These feats of chemistry, performed under the stress of dire necessity,
have, no doubt, excited the wonder and interest of our public. It is far
more important at this time, however, when both for war and for peace
needs, the resources of our country are strained to the utmost, that the
public should awaken to a clear realization of what this science of
chemistry really means for mankind, to the realization that its wizardry
permeates the whole life of the nation as a vitalizing, protective and
constructive agent very much in the same way as our blood, coursing
through our veins and arteries, carries the constructive, defensive and
life-bringing materials to every organ in the body.

If the layman will but understand that chemistry is the fundamental
_science of the transformation of matter_, he will readily accept the
validity of this sweeping assertion: he will realize, for instance, why
exactly the same fundamental laws of the science apply to, and make
possible scientific control of, such widely divergent national
industries as agriculture and steel manufacturing. It governs the
transformation of the salts, minerals and humus of our fields and the
components of the air into corn, wheat, cotton and the innumerable other
products of the soil; it governs no less the transformation of crude
ores into steel and alloys, which, with the cunning born of chemical
knowledge, may be given practically any conceivable quality of hardness,
elasticity, toughness or strength. And exactly the same thing may be
said of the hundreds of national activities that lie between the two
extremes of agriculture and steel manufacture!

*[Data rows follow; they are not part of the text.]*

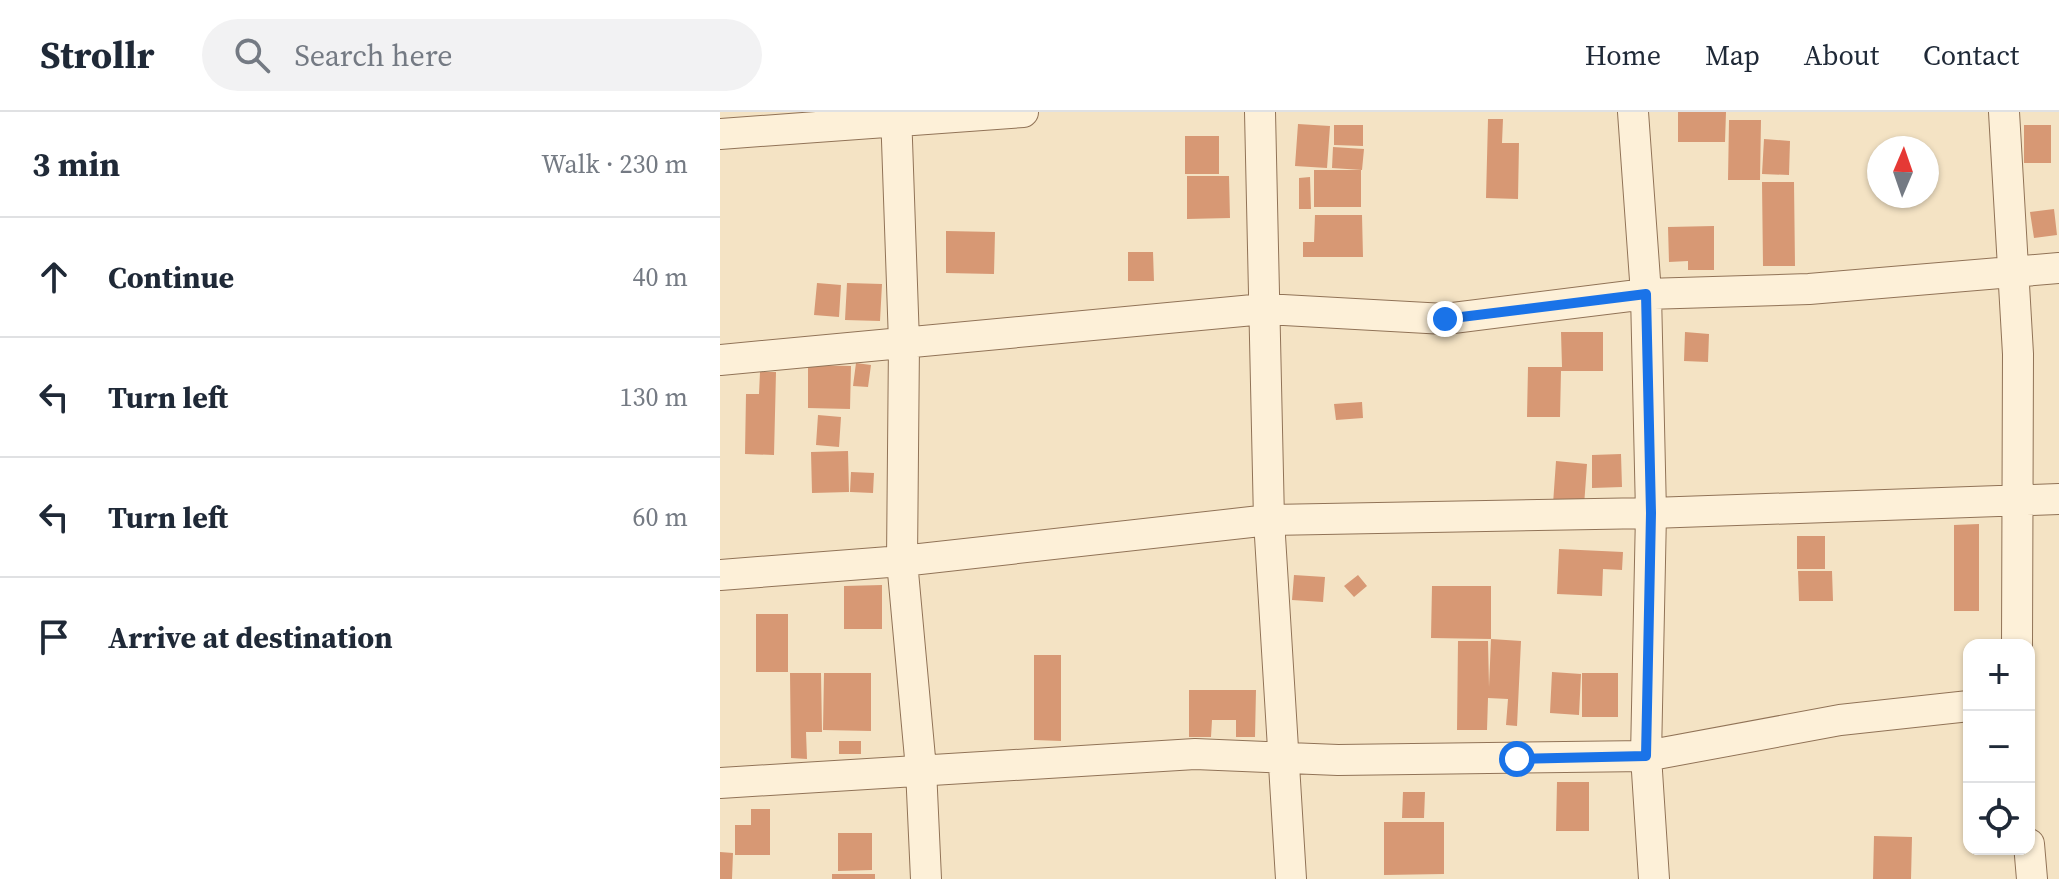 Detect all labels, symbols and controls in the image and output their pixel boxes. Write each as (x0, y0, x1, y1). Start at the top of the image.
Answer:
search box (202, 19, 762, 91)
text: Strollr (40, 29, 154, 81)
icon: search (230, 33, 274, 77)
text: Search here (294, 35, 453, 76)
text: Home (1585, 36, 1661, 74)
text: Map (1705, 36, 1760, 74)
text: About (1804, 36, 1879, 74)
text: Contact (1923, 36, 2019, 74)
north arrow (1867, 136, 1939, 208)
text: 3 min (32, 141, 120, 187)
text: Walk · 230 m (541, 146, 688, 182)
icon: ahead (32, 255, 76, 299)
text: Continue (108, 257, 234, 298)
text: 40 m (633, 259, 688, 295)
route end (1427, 301, 1463, 337)
icon: left (32, 375, 76, 419)
text: Turn left (108, 377, 228, 418)
text: 130 m (620, 379, 688, 415)
icon: left (32, 495, 76, 539)
text: Turn left (108, 497, 228, 538)
text: 60 m (633, 499, 688, 535)
icon: arrive (32, 615, 76, 659)
text: Arrive at destination (108, 617, 393, 658)
map controls (1963, 639, 2035, 855)
button: + (1963, 639, 2035, 711)
button: − (1963, 711, 2035, 783)
route start (1499, 741, 1535, 777)
button: locate (1963, 783, 2035, 855) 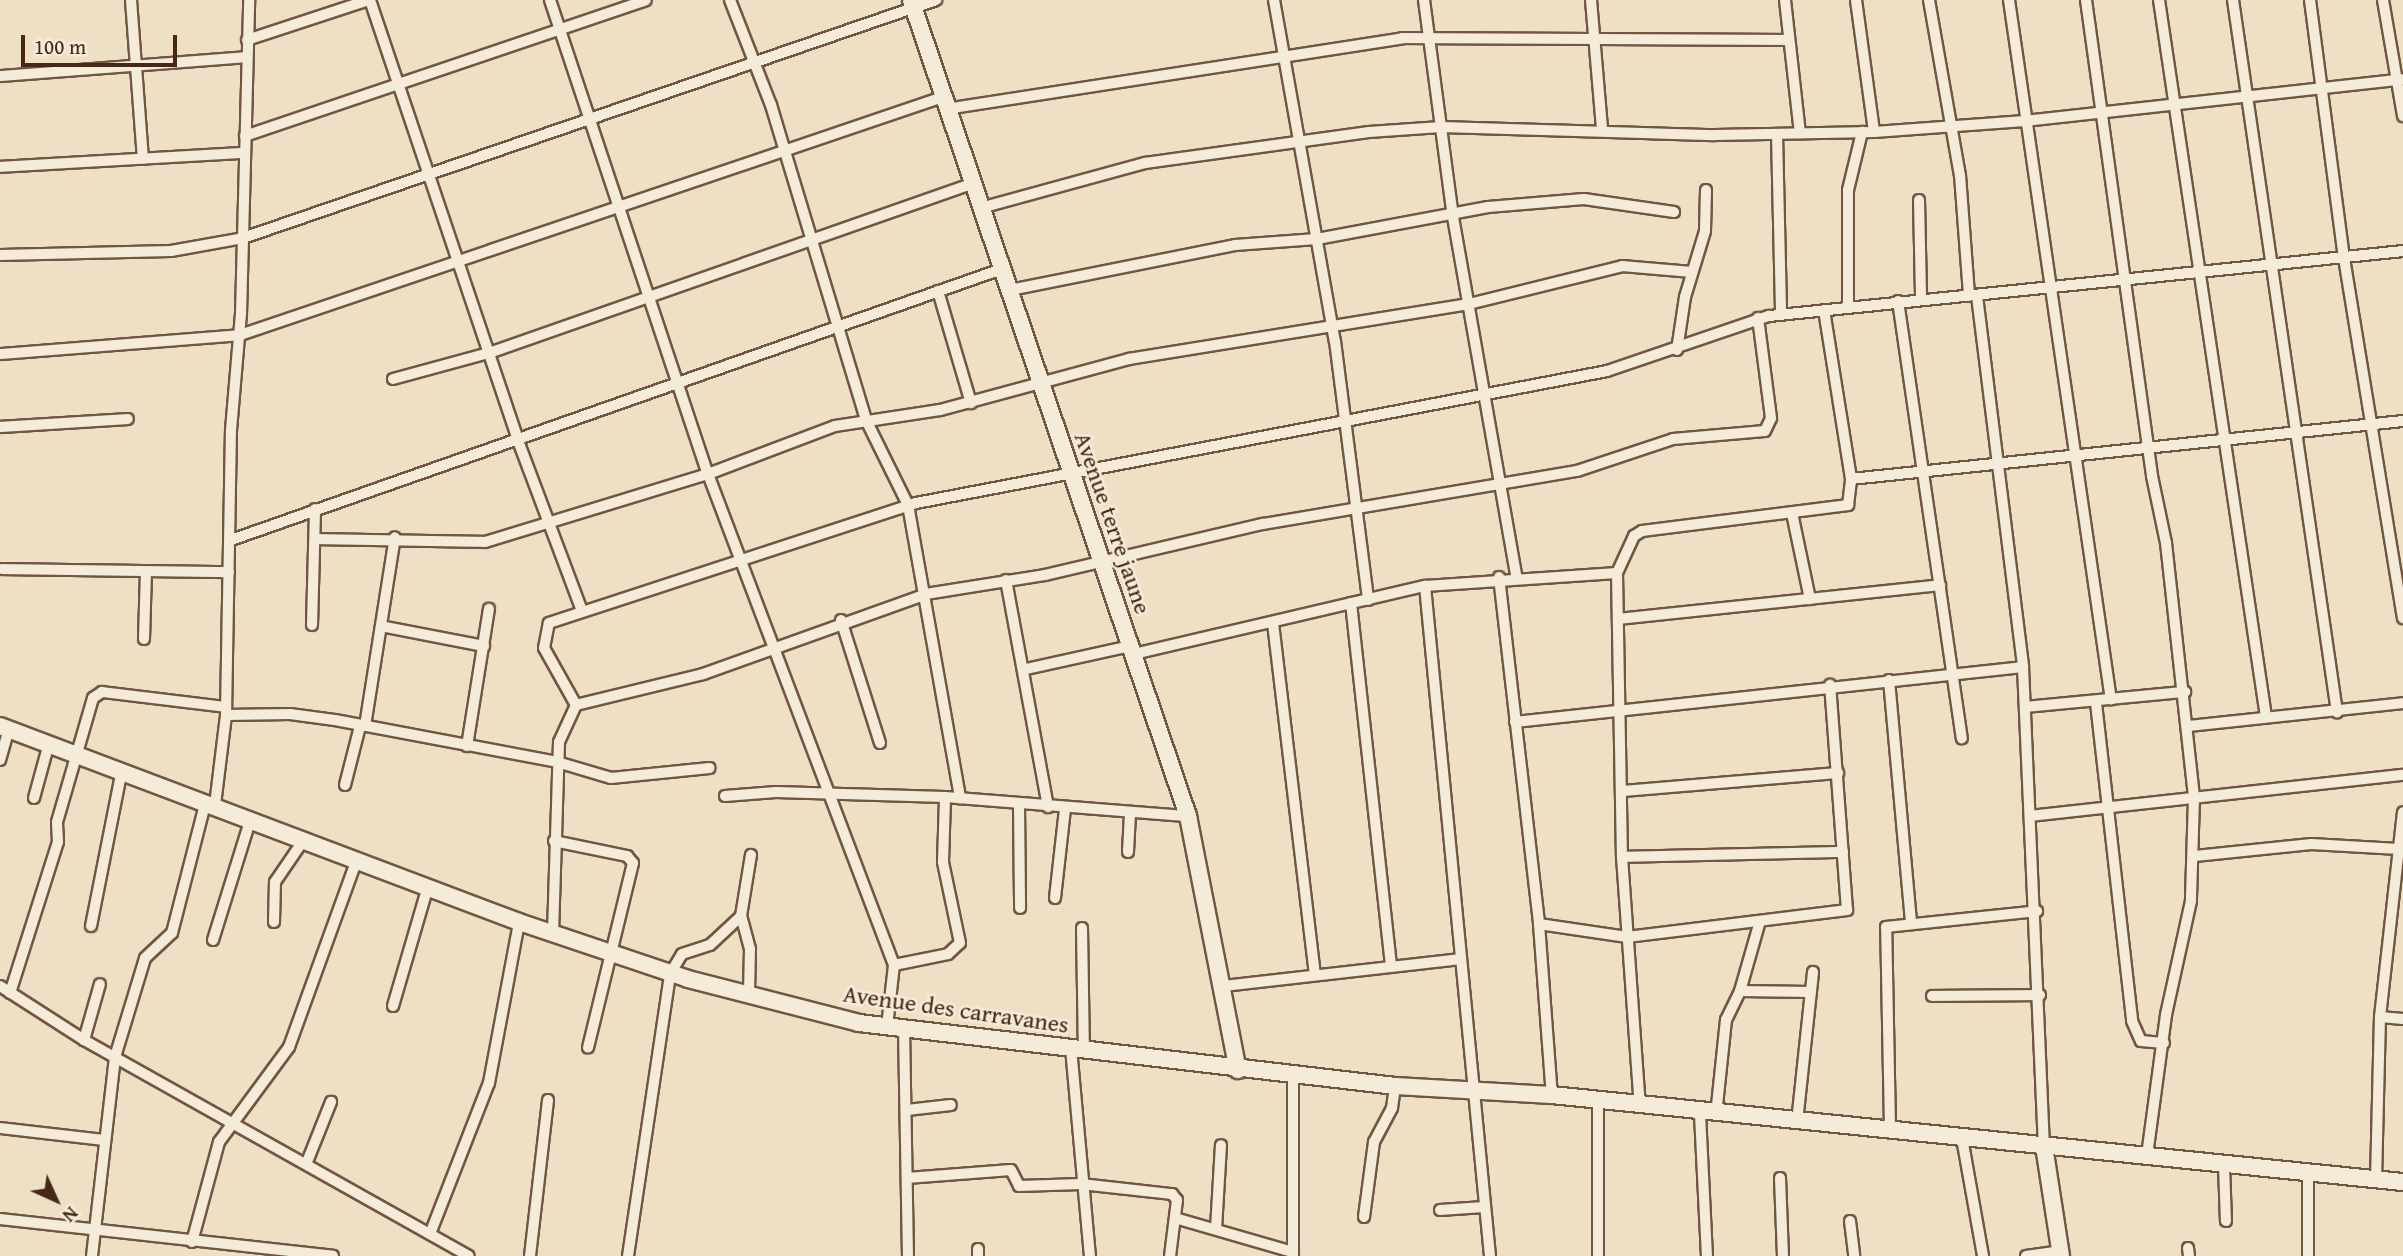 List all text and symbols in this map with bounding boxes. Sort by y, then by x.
scale bar [24,21,180,65]
text: 100 m [34,31,86,62]
street label: Avenue terre jaune [1068,428,1158,618]
street label: Avenue des carravanes [841,979,1071,1039]
north arrow [21,1165,91,1235]
text: N [56,1200,85,1229] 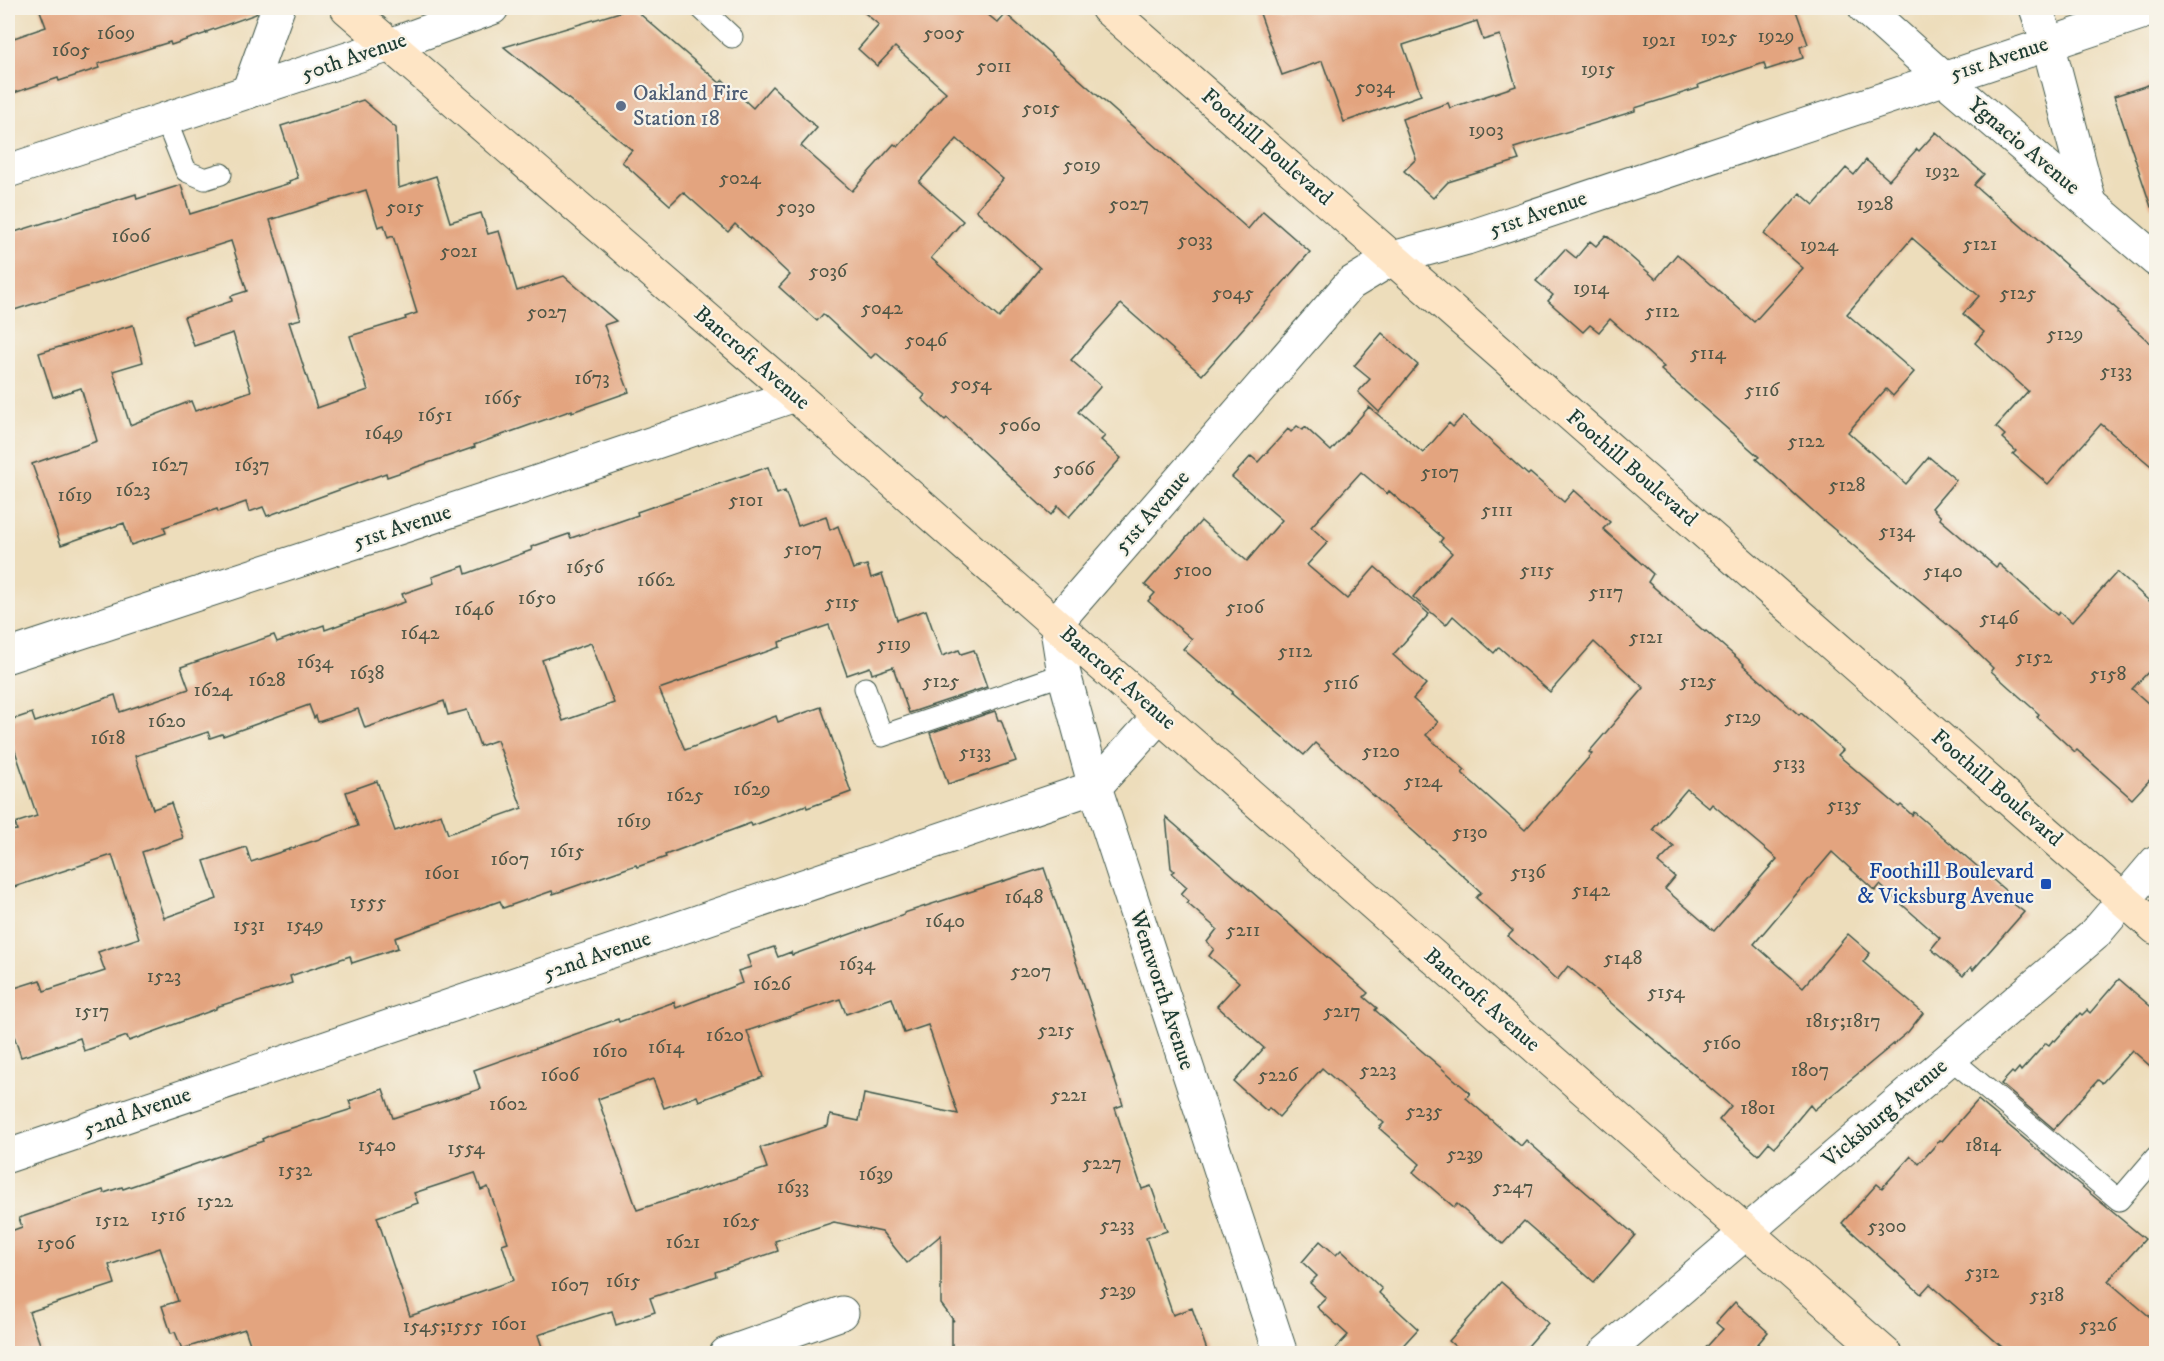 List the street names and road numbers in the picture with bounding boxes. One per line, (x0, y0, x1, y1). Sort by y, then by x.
street label: 50th Avenue (298, 26, 410, 88)
street label: 51st Avenue (1947, 30, 2051, 88)
street label: Foothill Boulevard (1196, 83, 1338, 211)
street label: Ygnacio Avenue (1962, 91, 2086, 201)
street label: 51st Avenue (1486, 185, 1590, 243)
street label: Bancroft Avenue (688, 300, 816, 416)
street label: Foothill Boulevard (1561, 404, 1703, 532)
street label: 51st Avenue (1108, 465, 1196, 559)
street label: 51st Avenue (350, 498, 454, 556)
street label: Bancroft Avenue (1054, 620, 1182, 736)
street label: Foothill Boulevard (1926, 724, 2068, 852)
street label: Wentworth Avenue (1123, 906, 1201, 1073)
street label: 52nd Avenue (540, 925, 654, 987)
street label: Bancroft Avenue (1418, 942, 1546, 1058)
street label: Vicksburg Avenue (1816, 1053, 1953, 1174)
street label: 52nd Avenue (80, 1081, 194, 1143)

Moreover, the domain of the science of the transformation of matter
includes even life itself as its loftiest phase: from our birth to our
return to dust the laws of chemistry are the controlling laws of life,
health, disease and death, and the ever clearer recognition of this
relation is the strongest force that is raising medicine from the
uncertain realm of an art to the safer sphere of an exact science. To
many scientific minds it has even become evident that those most
wonderful facts of life, heredity and character, must find their final
explanation in the chemical composition of the components of life
producing, germinal protoplasm: mere form and shape are no longer
supreme but are relegated to their proper place as the housing only of
the living matter which functions chemically.

It must be quite obvious now why thoughtful men are insisting that the
public should be awakened to a broad realization of the significance of
the science of chemistry for its national life.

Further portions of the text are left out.